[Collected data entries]
______________________________

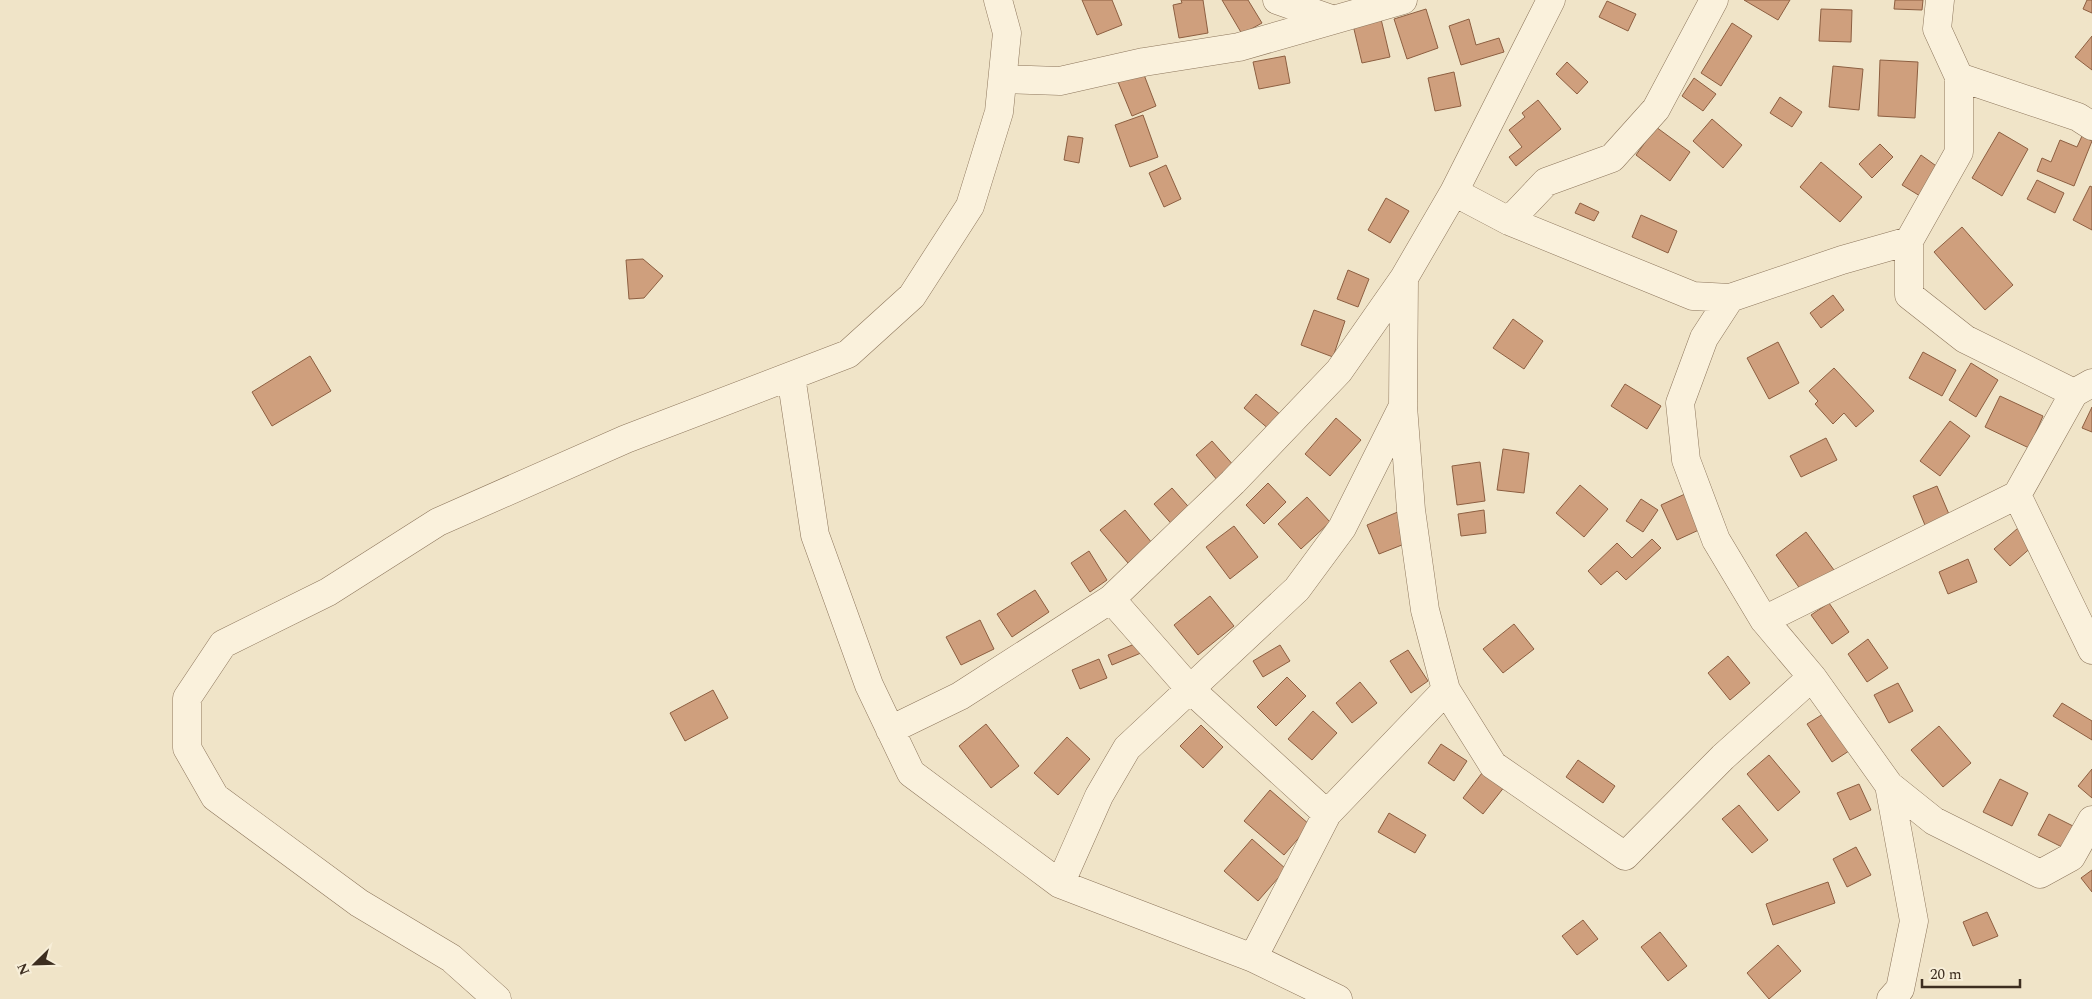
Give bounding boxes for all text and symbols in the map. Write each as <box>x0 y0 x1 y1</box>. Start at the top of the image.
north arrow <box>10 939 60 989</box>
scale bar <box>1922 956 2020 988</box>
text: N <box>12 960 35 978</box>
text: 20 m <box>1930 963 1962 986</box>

______________________________

Could you set down every entry again exactly as written, leaving out any pictures?

Give bounding boxes for all text and symbols in the map. Write each as <box>x0 y0 x1 y1</box>. Start at the top of the image.
north arrow <box>10 939 60 989</box>
scale bar <box>1922 956 2020 988</box>
text: N <box>12 960 35 978</box>
text: 20 m <box>1930 963 1962 986</box>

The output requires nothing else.